Wow, thanks for this thread, bluebled!!!

I bought five of these 400 watters and was starting to get a little worried about whether or not they would do the job. I just didn't want to spend the high dollars on several higher quality foggers, so I went with the cheapies instead in hopes that I could run them in rotation off of the timers. It's nice to know so many of you out there have these and have made them work in your haunts.


----------



## spinjim (Oct 16, 2008)

*Timers*

I think I have the same Chauvet 400 Watt Fogger. I tried plugging in a timer and it would not work. Let me know if yours works. Perhaps my timer is bad. I was very disappointed when I could not use a timer. As previously mentioned... who wants to stnad around pushing the buttopn to add fog to the cemetery! :xbones:


----------



## spinjim (Oct 16, 2008)

Ahhhhh.sorry...I just checked...I have the Dyno Fog II by American DJ. Not the Chauvet. For some odd reason..you plug a timer in and it does not respond. I wish I knew why. If anyone knows what I need to do I would appreciate advice.


----------



## Texan78 (Sep 25, 2008)

It is because not all timers work with all machines. You need to buy a timer that works with your machine and is made for it. If though it might fit doesn't mean it is wired to work with in. Sometimes you can get lucky an find and off brand timer to work but most of the time you need to buy the timer that goes with it.


----------



## Texan78 (Sep 25, 2008)

darkrosemanor said:


> Wow, thanks for this thread, bluebled!!!
> 
> I bought five of these 400 watters and was starting to get a little worried about whether or not they would do the job. I just didn't want to spend the high dollars on several higher quality foggers, so I went with the cheapies instead in hopes that I could run them in rotation off of the timers. It's nice to know so many of you out there have these and have made them work in your haunts.


Now this is where you start crying. For the money you spent on those 5 400 watt machines you could have bought 2 higher end 1200 watt machines that would have done more then enough. And they would have come with bigger fluid tanks and a timer with it.


----------



## darkrosemanor (Oct 7, 2008)

Texan78 said:


> Now this is where you start crying. For the money you spent on those 5 400 watt machines you could have bought 2 higher end 1200 watt machines that would have done more then enough. And they would have come with bigger fluid tanks and a timer with it.


 If you are saying that I could have spent just under $90 on two higher end machines, I probably _will_ cry.  But, I haven't been able to find any at those prices. Do you have a link or a favorite vendor that you use?


----------



## bluebledthesea (Sep 18, 2007)

Texan78 said:


> It is because not all timers work with all machines. You need to buy a timer that works with your machine and is made for it. If though it might fit doesn't mean it is wired to work with in.

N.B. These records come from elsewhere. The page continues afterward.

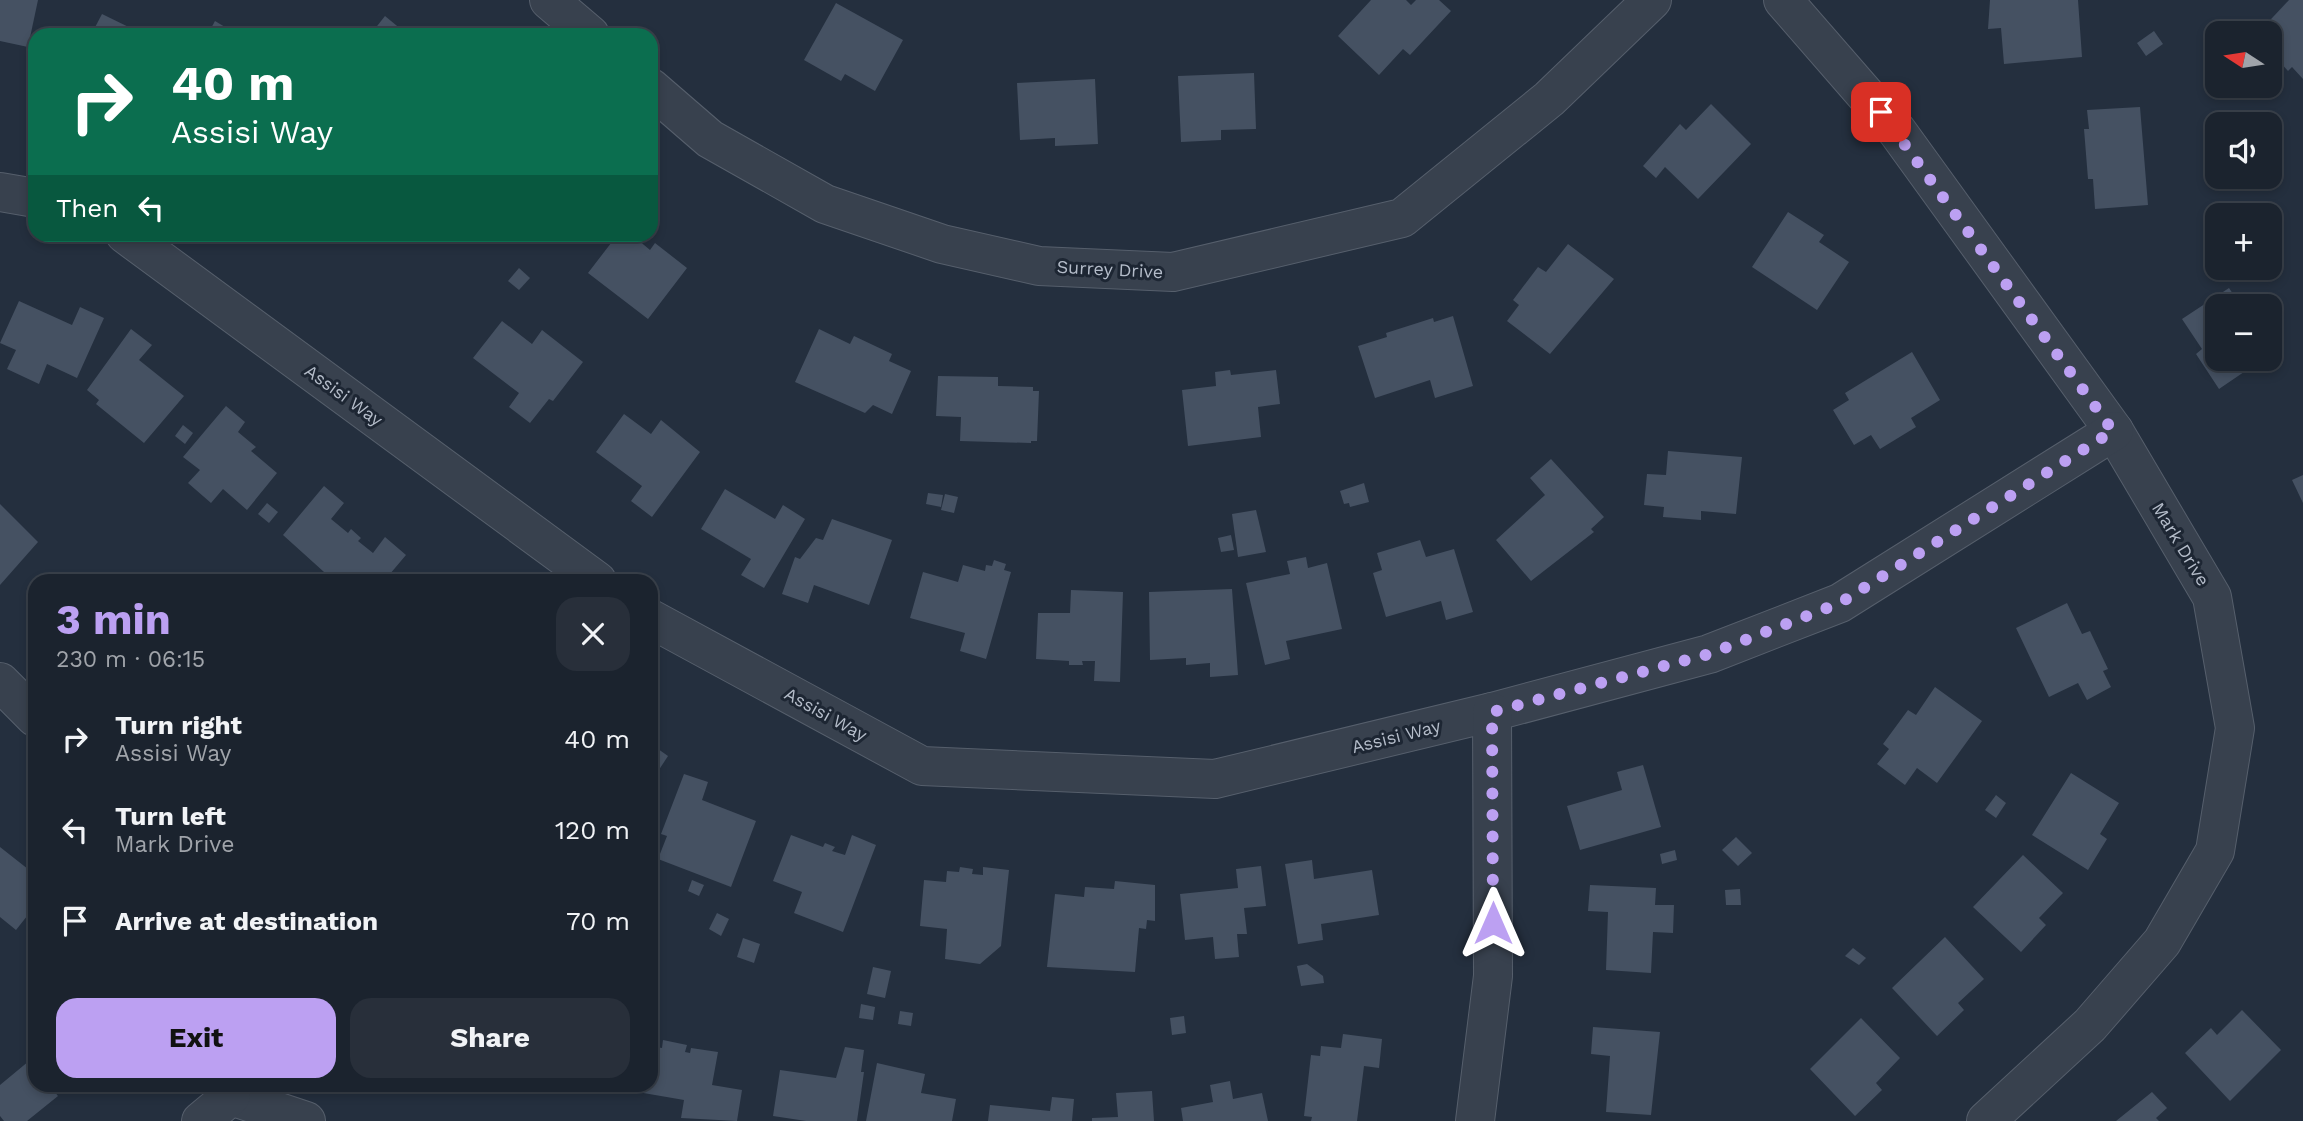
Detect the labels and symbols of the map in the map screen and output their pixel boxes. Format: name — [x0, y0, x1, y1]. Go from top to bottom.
north arrow — [2205, 21, 2282, 98]
pin — [1851, 82, 1911, 142]
street label: Surrey Drive — [1056, 256, 1164, 282]
street label: Assisi Way — [301, 360, 388, 431]
street label: Mark Drive — [2148, 499, 2214, 589]
street label: Assisi Way — [781, 683, 872, 746]
street label: Assisi Way — [1349, 715, 1443, 757]
position arrow — [1456, 886, 1530, 960]

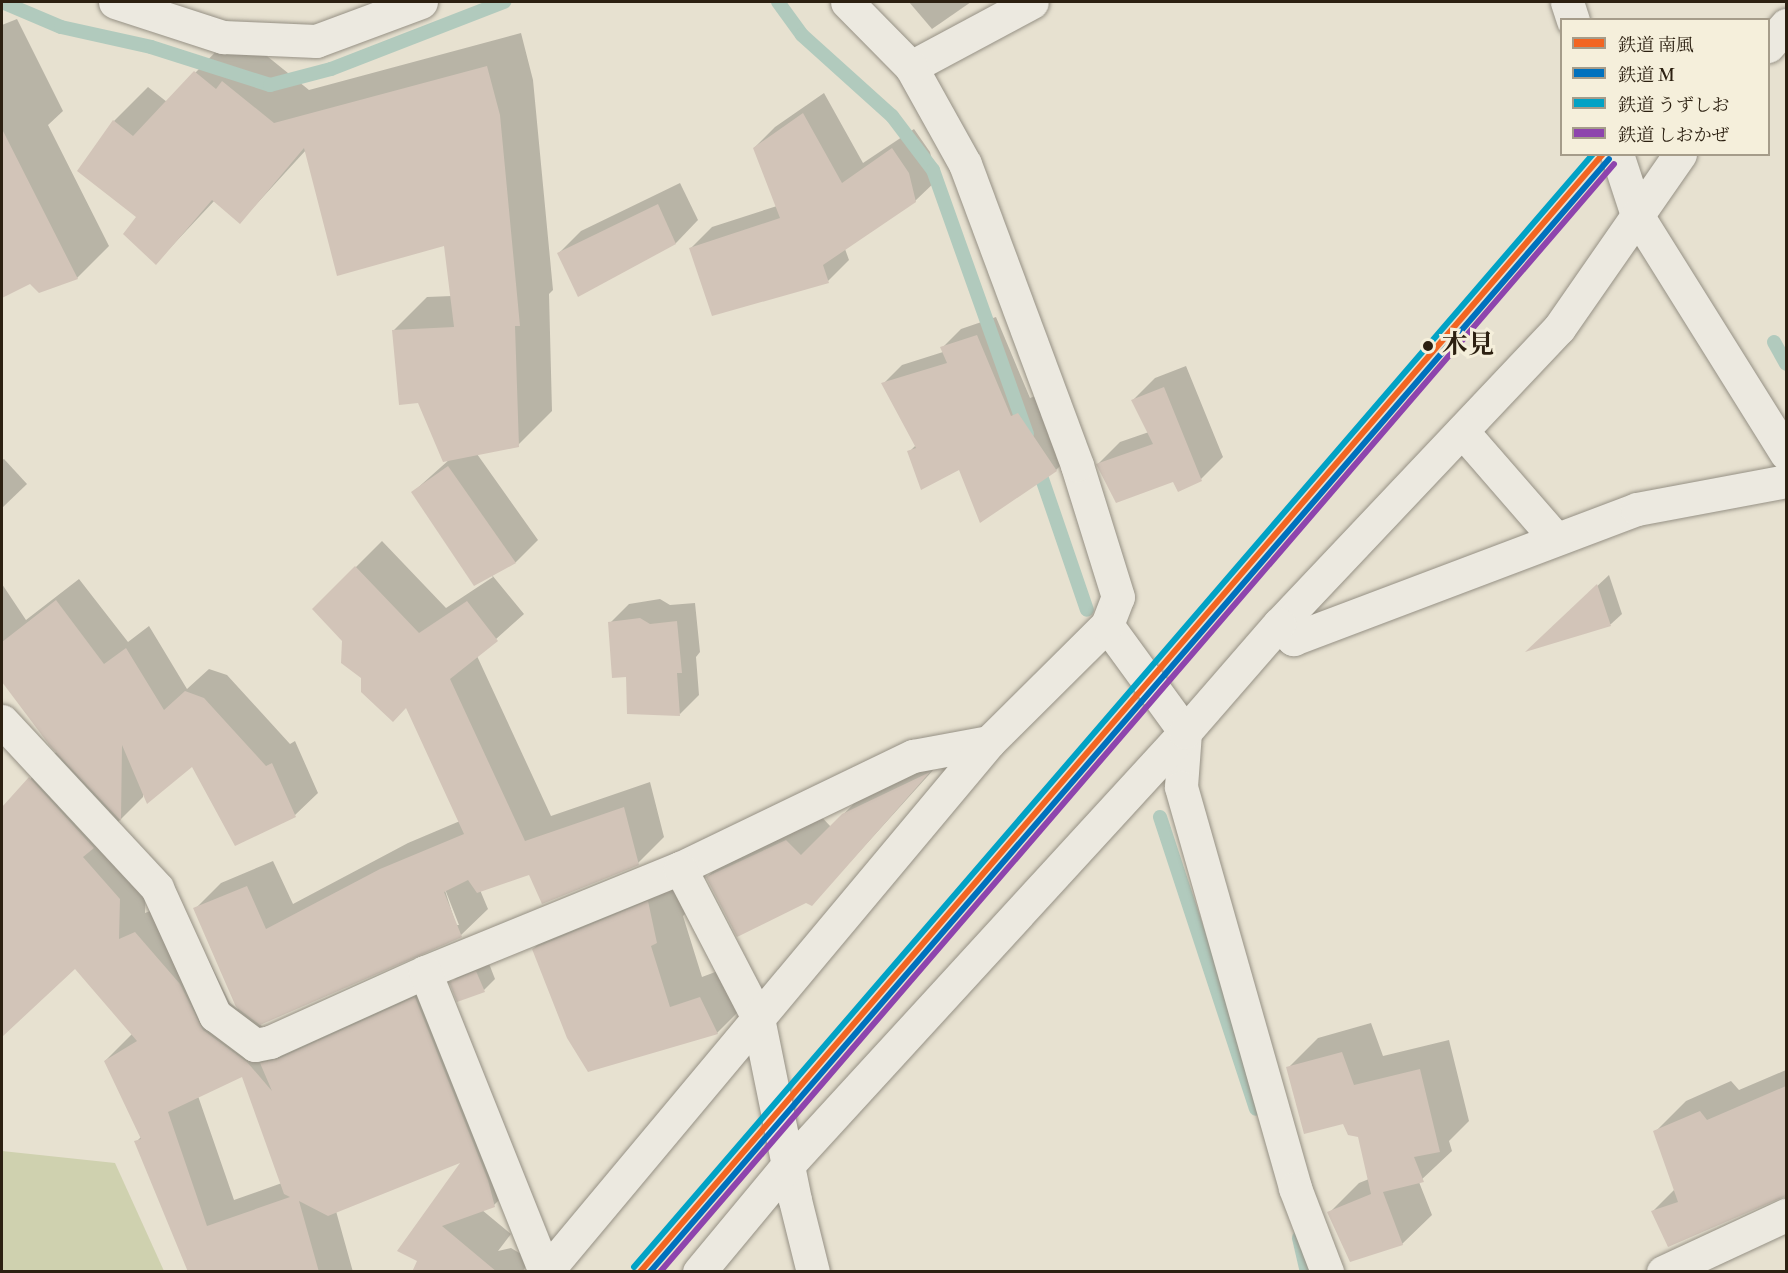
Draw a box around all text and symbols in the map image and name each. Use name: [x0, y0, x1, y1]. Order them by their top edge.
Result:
legend: [1560, 18, 1770, 156]
text: 鉄道 南風: [1618, 34, 1694, 57]
text: 鉄道 M: [1618, 64, 1675, 87]
text: 鉄道 うずしお: [1618, 94, 1730, 117]
text: 鉄道 しおかぜ: [1618, 124, 1730, 147]
place label: 木見: [1442, 330, 1494, 362]
marker: 木見: [1419, 337, 1437, 355]

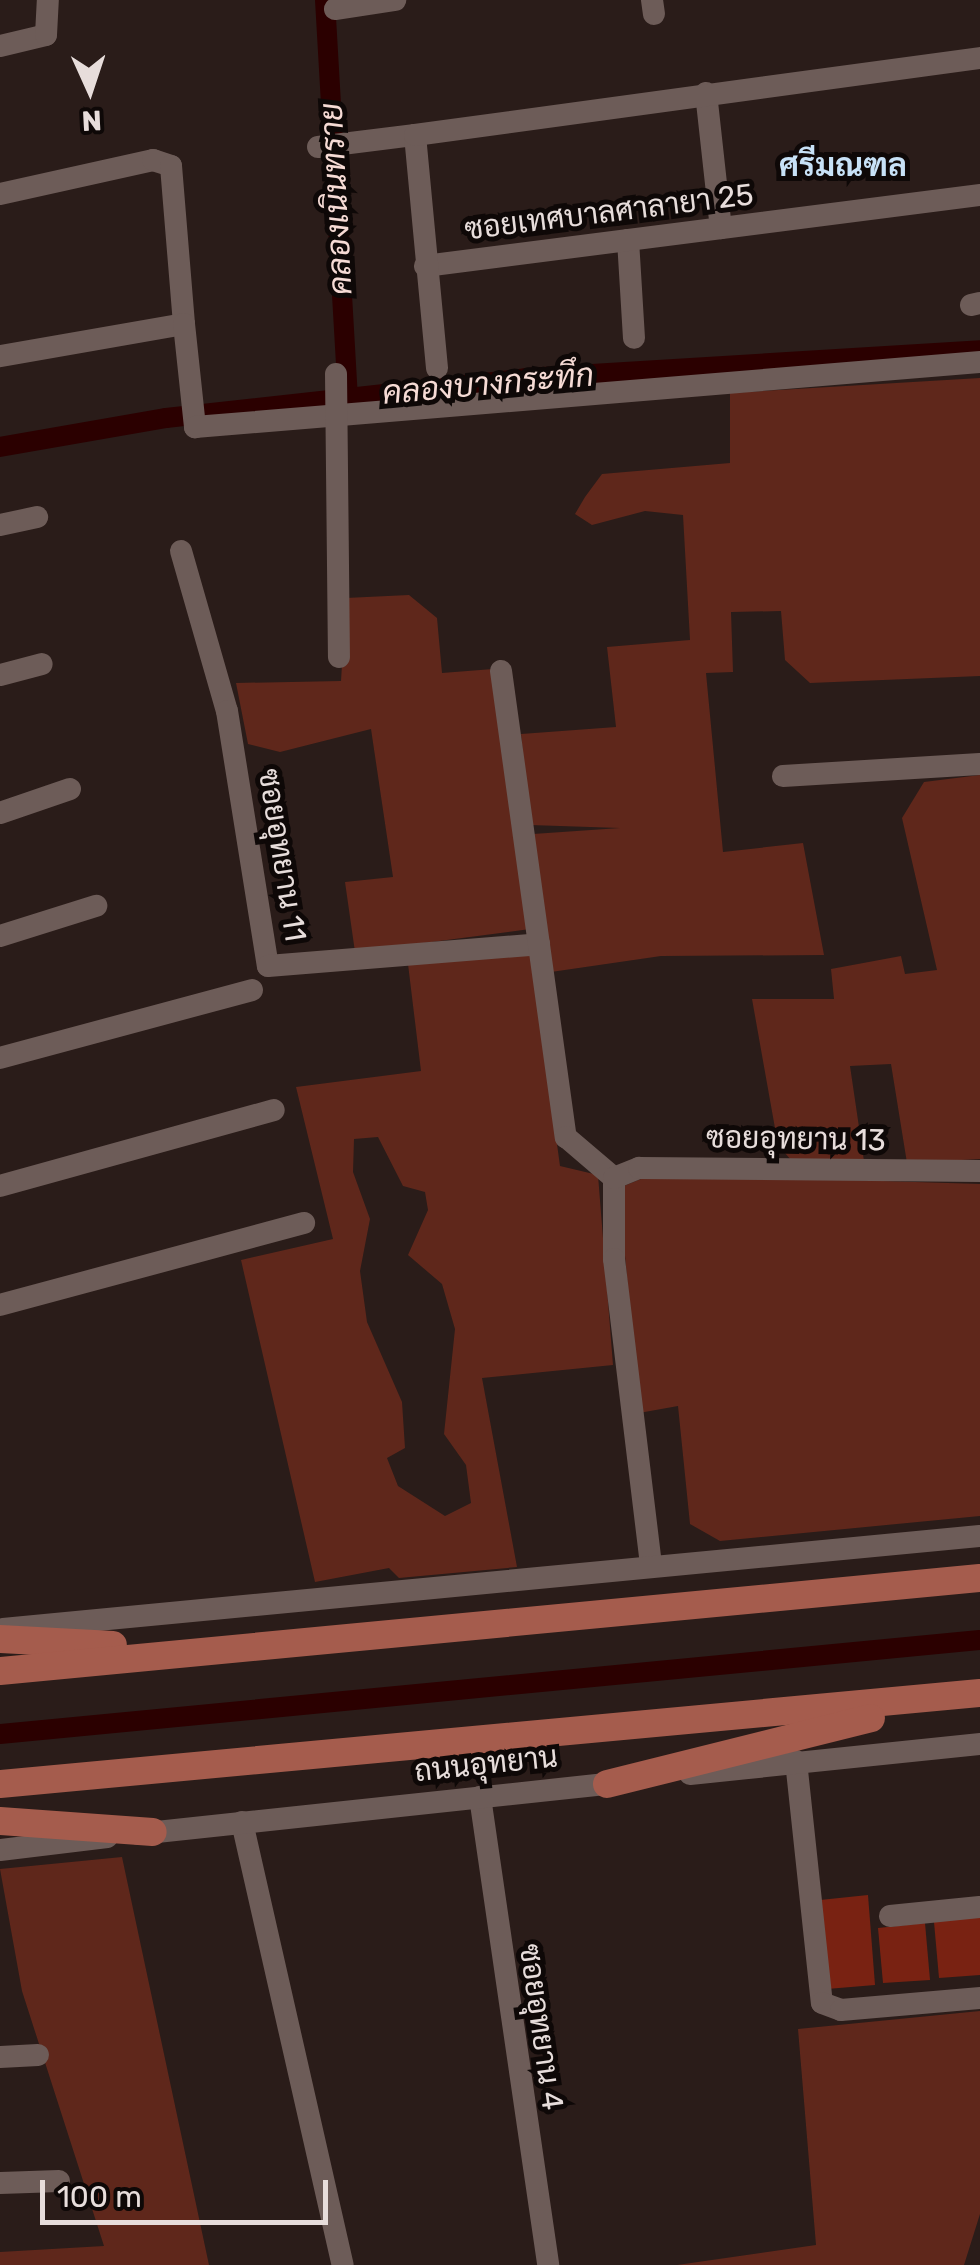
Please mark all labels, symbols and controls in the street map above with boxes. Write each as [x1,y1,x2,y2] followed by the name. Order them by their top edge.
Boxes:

Sometimes you can get lucky an find and off brand timer to work but most of the time you need to buy the timer that goes with it.


Well, I've already got the thing so I might as well risk getting lucky and keep the receipt.


----------



## Texan78 (Sep 25, 2008)

darkrosemanor said:


> If you are saying that I could have spent just under $90 on two higher end machines, I probably _will_ cry.  But, I haven't been able to find any at those prices. Do you have a link or a favorite vendor that you use?


Yea I get all my lights and fog machines, sound etc from Cheaplights.com They have just gone up slightly, but you can still get a 1200 watt machine for the price of a 700 watt though.


----------



## darkrosemanor (Oct 7, 2008)

Texan78 said:


> Yea I get all my lights and fog machines, sound etc from Cheaplights.com They have just gone up slightly, but you can still get a 1200 watt machine for the price of a 700 watt though.


SWEET SITE!!! Thanks so much for the info, Texan!! (Not in the cards for this year but maybe next year. Thanks again!


----------



## Texan78 (Sep 25, 2008)

If you check them out after the first of the year or Summer they have a huge sale. They have the best prices on there 750 watt Strobe and 400 watt Blacklight. They raise there prices slightly during the summer but they are still competitive.


----------



## Great White (Jan 18, 2006)

I've had (3) foggers. One died after one use. One I've had for 5 yrs now and it still works great. The third I "lost" somehow. All 400 watt. All run on timers.


----------



## bluebledthesea (Sep 18, 2007)

Just letting you all know that I picked up the FITCO timer at Spirit and it works perfectly fine with my "other brand" fog machine (from Stop & Shop). Thanks again!


----------